── Materials provided ──
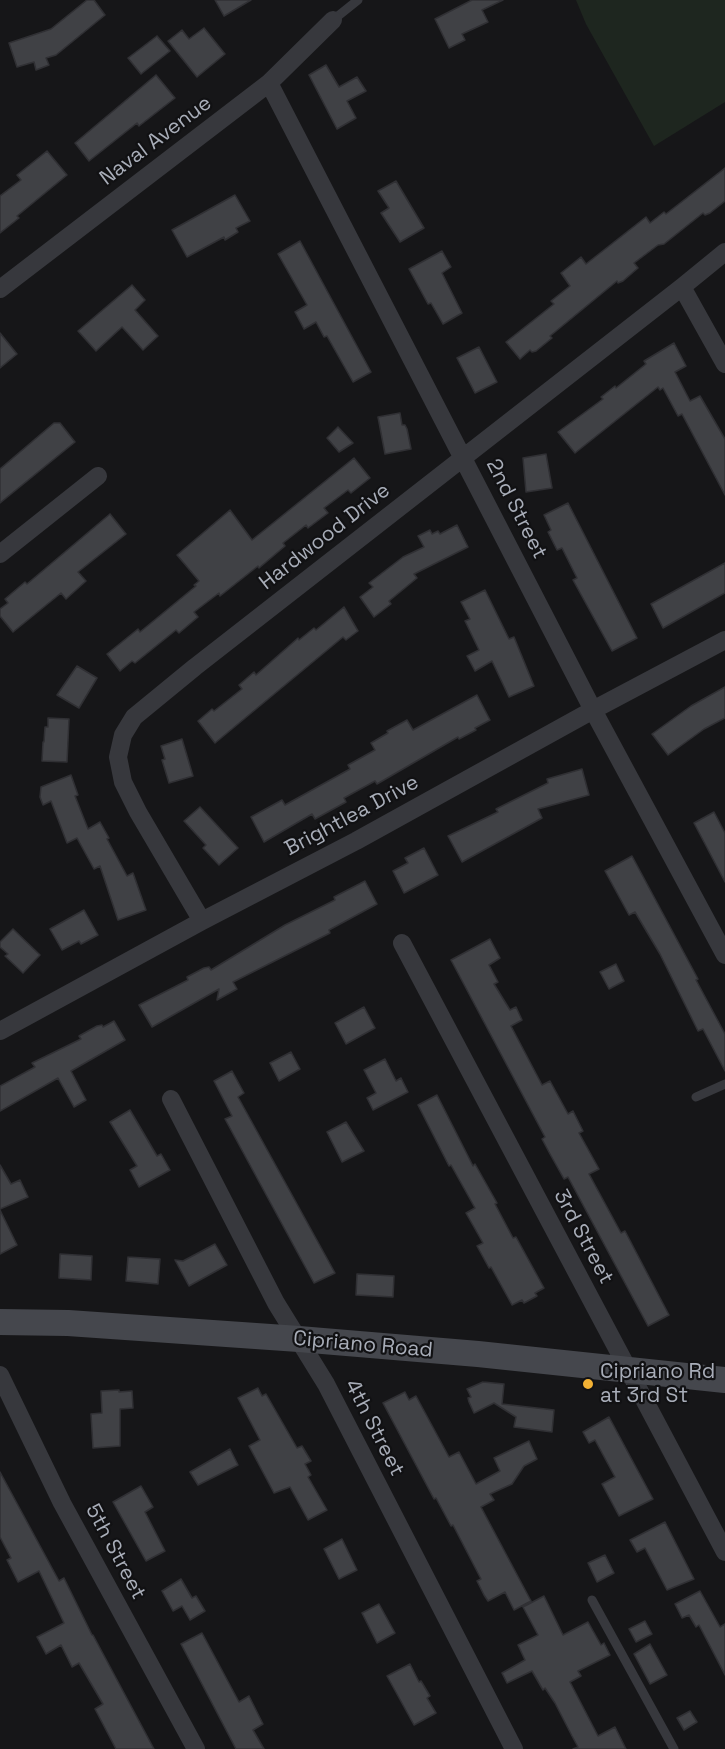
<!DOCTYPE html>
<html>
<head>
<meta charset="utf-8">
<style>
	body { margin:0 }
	canvas { display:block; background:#161618 }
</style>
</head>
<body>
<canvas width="725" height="1749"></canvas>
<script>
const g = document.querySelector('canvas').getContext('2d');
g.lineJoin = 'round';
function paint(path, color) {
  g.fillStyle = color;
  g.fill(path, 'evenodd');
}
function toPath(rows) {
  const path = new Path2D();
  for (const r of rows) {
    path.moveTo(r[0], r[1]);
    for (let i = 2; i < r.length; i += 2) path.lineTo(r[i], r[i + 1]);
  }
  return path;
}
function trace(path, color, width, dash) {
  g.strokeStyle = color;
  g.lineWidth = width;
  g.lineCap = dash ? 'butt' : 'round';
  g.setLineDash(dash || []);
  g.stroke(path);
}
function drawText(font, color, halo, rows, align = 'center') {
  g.font = font + ' "Space Grotesk",sans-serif';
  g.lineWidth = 4.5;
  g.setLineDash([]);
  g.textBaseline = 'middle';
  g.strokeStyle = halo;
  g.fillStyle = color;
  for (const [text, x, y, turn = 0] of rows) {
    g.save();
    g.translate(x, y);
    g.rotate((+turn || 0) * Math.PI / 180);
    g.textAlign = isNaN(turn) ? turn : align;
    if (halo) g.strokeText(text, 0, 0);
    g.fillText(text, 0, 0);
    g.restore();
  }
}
const green = toPath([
	[576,0,725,0,725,102,654,146,586,24]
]);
const building = toPath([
	[87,0,94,0,105,15,56,55,46,58,49,65,36,70,34,62,17,67,9,43,51,29,87,0],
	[215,0,251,0,224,16,215,0],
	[472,0,503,0,482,10,488,22,462,34,465,40,449,48,435,19,472,0],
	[204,28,225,54,197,77,168,41,182,30,189,39,204,28],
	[157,36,170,51,141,74,128,58,157,36],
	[326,65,339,87,357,77,366,91,347,101,356,118,337,129,309,75,326,65],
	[156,75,175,98,139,126,137,123,89,161,75,143,156,75],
	[47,151,67,175,17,216,19,218,0,233,0,196,21,180,17,175,47,151],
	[725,168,725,201,710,213,705,215,703,213,664,244,658,245,634,263,638,268,623,281,618,283,617,281,550,336,552,338,536,351,532,352,530,350,520,359,506,342,554,304,551,301,570,286,561,273,581,257,586,264,646,217,650,223,664,212,666,214,725,168],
	[396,181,424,228,400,242,381,213,389,208,378,191,396,181],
	[235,195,250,221,236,228,238,232,225,240,224,237,187,257,172,230,235,195],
	[300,241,371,372,353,382,327,336,324,337,316,322,304,329,295,312,307,305,278,254,300,241],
	[442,251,451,267,442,273,462,313,443,324,431,303,428,304,409,269,442,251],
	[132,285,145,300,135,310,158,336,143,350,122,327,96,351,78,331,132,285],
	[0,333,17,354,0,368,0,333],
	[674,343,686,366,675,372,690,401,700,396,725,439,725,495,682,414,678,416,663,388,660,390,658,387,575,453,558,432,603,399,601,397,615,386,616,388,646,364,644,361,674,343],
	[479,347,497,382,475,393,457,358,479,347],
	[400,413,402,425,405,425,407,429,411,449,385,454,378,417,400,413],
	[54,423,60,423,75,442,0,503,0,469,54,423],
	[338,427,353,443,339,452,327,438,338,427],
	[546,454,552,488,526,492,523,458,546,454],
	[354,458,370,478,351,493,348,490,324,508,328,513,308,528,306,525,283,543,285,546,259,568,258,566,220,596,219,593,194,612,198,617,179,633,176,630,135,663,132,661,120,671,107,654,138,629,140,632,196,586,194,585,199,581,177,555,230,510,252,540,354,458],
	[568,503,637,638,612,651,573,580,577,578,562,548,557,550,548,532,551,530,544,515,568,503],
	[110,514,126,534,78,572,86,581,66,599,61,593,13,632,0,616,0,609,8,603,5,599,25,582,27,584,110,514],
	[457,525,468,547,414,574,417,578,389,601,391,604,374,617,360,597,373,587,369,583,403,557,424,547,418,536,430,530,432,534,438,531,440,534,457,525],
	[725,563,725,593,663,628,651,604,725,563],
	[485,590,509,639,514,637,534,686,509,697,492,661,475,671,467,656,479,650,465,621,470,619,461,602,485,590],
	[344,607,358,631,346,640,343,637,215,743,198,721,212,709,214,711,242,689,239,685,254,672,256,675,298,638,299,640,314,628,316,630,344,607],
	[77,666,97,678,79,708,57,695,77,666],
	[725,687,725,718,704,729,668,755,652,734,691,706,725,687],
	[477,695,490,720,475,728,476,730,459,739,458,737,377,784,375,781,344,798,346,802,315,819,312,814,264,842,251,817,282,800,285,805,350,769,348,765,375,750,371,743,388,733,387,731,407,720,413,730,477,695],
	[48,718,69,719,67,762,42,761,43,742,44,742,45,727,48,727,48,718],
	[182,739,193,776,169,783,162,760,165,759,161,746,182,739],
	[582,769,589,795,538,809,542,818,462,862,448,836,498,812,496,809,548,783,547,779,582,769],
	[71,775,78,795,75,796,88,829,100,822,109,838,107,839,127,876,133,873,146,910,118,920,100,866,94,869,77,838,67,843,51,801,43,805,40,797,41,787,71,775],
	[200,807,238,848,219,865,203,848,206,845,184,821,200,807],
	[714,812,725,833,725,882,694,823,714,812],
	[424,848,438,875,404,893,393,871,408,863,405,858,424,848],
	[632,856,698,979,696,980,725,1034,725,1071,703,1029,698,1031,660,954,635,912,629,915,605,871,632,856],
	[365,881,377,904,329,930,330,933,233,982,237,989,217,1000,219,989,152,1027,139,1005,188,980,187,977,204,968,209,967,211,970,285,925,335,900,334,897,365,881],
	[84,910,98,935,81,944,79,941,62,950,50,929,84,910],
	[13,929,40,955,23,973,5,956,8,954,0,947,0,942,13,929],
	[490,939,500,958,489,965,498,982,494,984,510,1010,516,1007,522,1020,511,1026,542,1085,550,1081,568,1114,573,1111,583,1131,579,1133,599,1169,589,1174,621,1233,625,1231,669,1315,648,1326,568,1177,564,1179,550,1154,542,1139,545,1137,451,960,490,939],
	[616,964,624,981,609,989,600,972,616,964],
	[364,1007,375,1028,346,1044,335,1023,364,1007],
	[114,1021,125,1040,71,1071,86,1100,74,1107,58,1078,0,1111,0,1086,35,1067,32,1063,81,1039,79,1036,97,1026,102,1025,103,1027,114,1021],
	[291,1052,300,1069,279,1081,270,1063,291,1052],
	[385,1059,396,1081,401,1078,408,1092,373,1110,367,1098,376,1093,364,1070,385,1059],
	[232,1071,244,1093,238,1097,335,1273,314,1283,225,1119,232,1116,214,1081,232,1071],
	[437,1095,473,1166,475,1164,497,1203,495,1204,513,1238,516,1237,544,1288,535,1293,537,1296,524,1303,522,1300,512,1305,491,1267,489,1268,477,1246,483,1243,466,1213,475,1208,451,1165,449,1166,418,1105,437,1095],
	[130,1110,157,1156,161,1154,170,1170,139,1187,130,1170,137,1166,110,1122,130,1110],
	[346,1122,364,1151,342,1162,327,1132,346,1122],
	[0,1165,11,1184,20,1180,28,1197,0,1209,0,1165],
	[0,1210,17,1245,0,1254,0,1210],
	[215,1244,227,1265,189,1286,175,1260,183,1261,215,1244],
	[60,1254,92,1256,91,1280,59,1278,60,1254],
	[128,1257,160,1259,158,1284,126,1281,128,1257],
	[357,1274,394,1276,393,1297,356,1295,357,1274],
	[483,1382,504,1384,502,1404,554,1410,552,1432,514,1427,516,1417,494,1403,474,1413,469,1402,468,1398,471,1397,467,1389,483,1382],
	[258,1388,262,1396,266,1394,297,1448,302,1446,311,1461,305,1464,311,1475,308,1477,327,1510,308,1520,290,1487,274,1493,249,1446,260,1440,238,1398,258,1388],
	[119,1390,119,1392,132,1391,133,1408,120,1409,120,1446,93,1448,91,1414,102,1413,101,1391,119,1390],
	[405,1392,409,1400,416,1396,449,1457,459,1452,476,1484,500,1471,494,1458,529,1441,537,1459,524,1466,512,1484,490,1494,494,1500,481,1507,531,1601,514,1610,505,1592,488,1601,484,1595,477,1581,481,1579,453,1525,451,1526,436,1498,434,1499,383,1403,405,1392],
	[609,1417,653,1499,619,1516,602,1484,615,1477,595,1440,589,1443,583,1432,609,1417],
	[230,1449,238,1465,198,1485,190,1472,230,1449],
	[0,1472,59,1581,64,1578,92,1635,93,1635,154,1749,116,1749,95,1709,103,1704,79,1663,72,1667,61,1645,46,1654,37,1637,64,1623,39,1571,18,1582,7,1560,11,1558,0,1537,0,1472],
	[141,1486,153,1507,145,1512,165,1551,146,1561,113,1502,141,1486],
	[665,1522,694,1579,667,1590,645,1548,637,1552,630,1540,665,1522],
	[342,1539,357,1570,339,1579,324,1549,342,1539],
	[605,1555,614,1573,597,1582,588,1563,605,1555],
	[181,1579,192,1598,196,1596,205,1611,190,1620,182,1606,173,1611,162,1591,181,1579],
	[700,1591,720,1627,725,1624,725,1675,699,1625,696,1627,689,1615,682,1618,675,1604,700,1591],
	[544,1596,563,1635,588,1622,601,1645,604,1643,610,1655,578,1671,581,1676,570,1682,598,1736,615,1727,626,1749,573,1749,578,1747,572,1736,555,1703,545,1688,543,1690,532,1671,507,1683,502,1673,525,1660,518,1645,538,1635,523,1607,544,1596],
	[379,1604,395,1633,377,1643,362,1613,379,1604],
	[645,1621,652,1634,636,1642,629,1629,645,1621],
	[202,1633,239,1702,249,1696,263,1724,253,1730,264,1749,236,1749,181,1644,202,1633],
	[650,1644,667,1675,650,1684,634,1654,650,1644],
	[410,1664,419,1682,421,1681,430,1696,427,1698,436,1713,414,1725,387,1676,410,1664],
	[690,1711,697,1722,684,1730,677,1718,690,1711]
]);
const lane = toPath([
	[333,20,358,0],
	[696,1097,725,1084],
	[592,1600,674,1749]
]);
const street = toPath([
	[269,83,593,710,725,955],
	[682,287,725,364],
	[0,289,269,83,333,20],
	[0,554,98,476],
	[202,921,138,812,123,782,118,757,123,735,134,717,195,667,682,287,725,252],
	[402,943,725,1552],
	[0,1031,202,921,356,841,593,710,725,640],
	[171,1099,276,1303,326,1384,514,1749],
	[0,1375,62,1503,196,1749]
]);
const secondary = toPath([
	[0,1322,68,1323,299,1339,478,1354,725,1380]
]);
const markers = [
	[588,1384,6,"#f2b134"]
];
const streetNames = [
	["Naval Avenue",156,141,-37],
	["2nd Street",516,509,63],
	["Hardwood Drive",325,537,-38],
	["Brightlea Drive",352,816,-28],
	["3rd Street",583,1237,62],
	["Cipriano Road",363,1345,5],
	["4th Street",374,1428,63],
	["5th Street",115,1552,62]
];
const poiNames = [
	["Cipriano Rd",600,1372],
	["at 3rd St",600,1396]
];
paint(green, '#1e261f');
paint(building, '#404145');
trace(building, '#303034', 1.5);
trace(lane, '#37383d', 9);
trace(street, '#37383d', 18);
trace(secondary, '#45474d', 26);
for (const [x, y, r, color] of markers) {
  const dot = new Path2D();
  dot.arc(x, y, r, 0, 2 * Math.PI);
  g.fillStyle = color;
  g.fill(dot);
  trace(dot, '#111113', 2);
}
drawText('21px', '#a8adb8', '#111113', streetNames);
drawText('21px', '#a8adb8', '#111113', poiNames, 'left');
</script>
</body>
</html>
───
## Work task
Nothing but the exact lines of the data above, from the line containing "for (const [x, y, r, color]" through the last, should appear in the answer.

## Your response
for (const [x, y, r, color] of markers) {
  const dot = new Path2D();
  dot.arc(x, y, r, 0, 2 * Math.PI);
  g.fillStyle = color;
  g.fill(dot);
  trace(dot, '#111113', 2);
}
drawText('21px', '#a8adb8', '#111113', streetNames);
drawText('21px', '#a8adb8', '#111113', poiNames, 'left');
</script>
</body>
</html>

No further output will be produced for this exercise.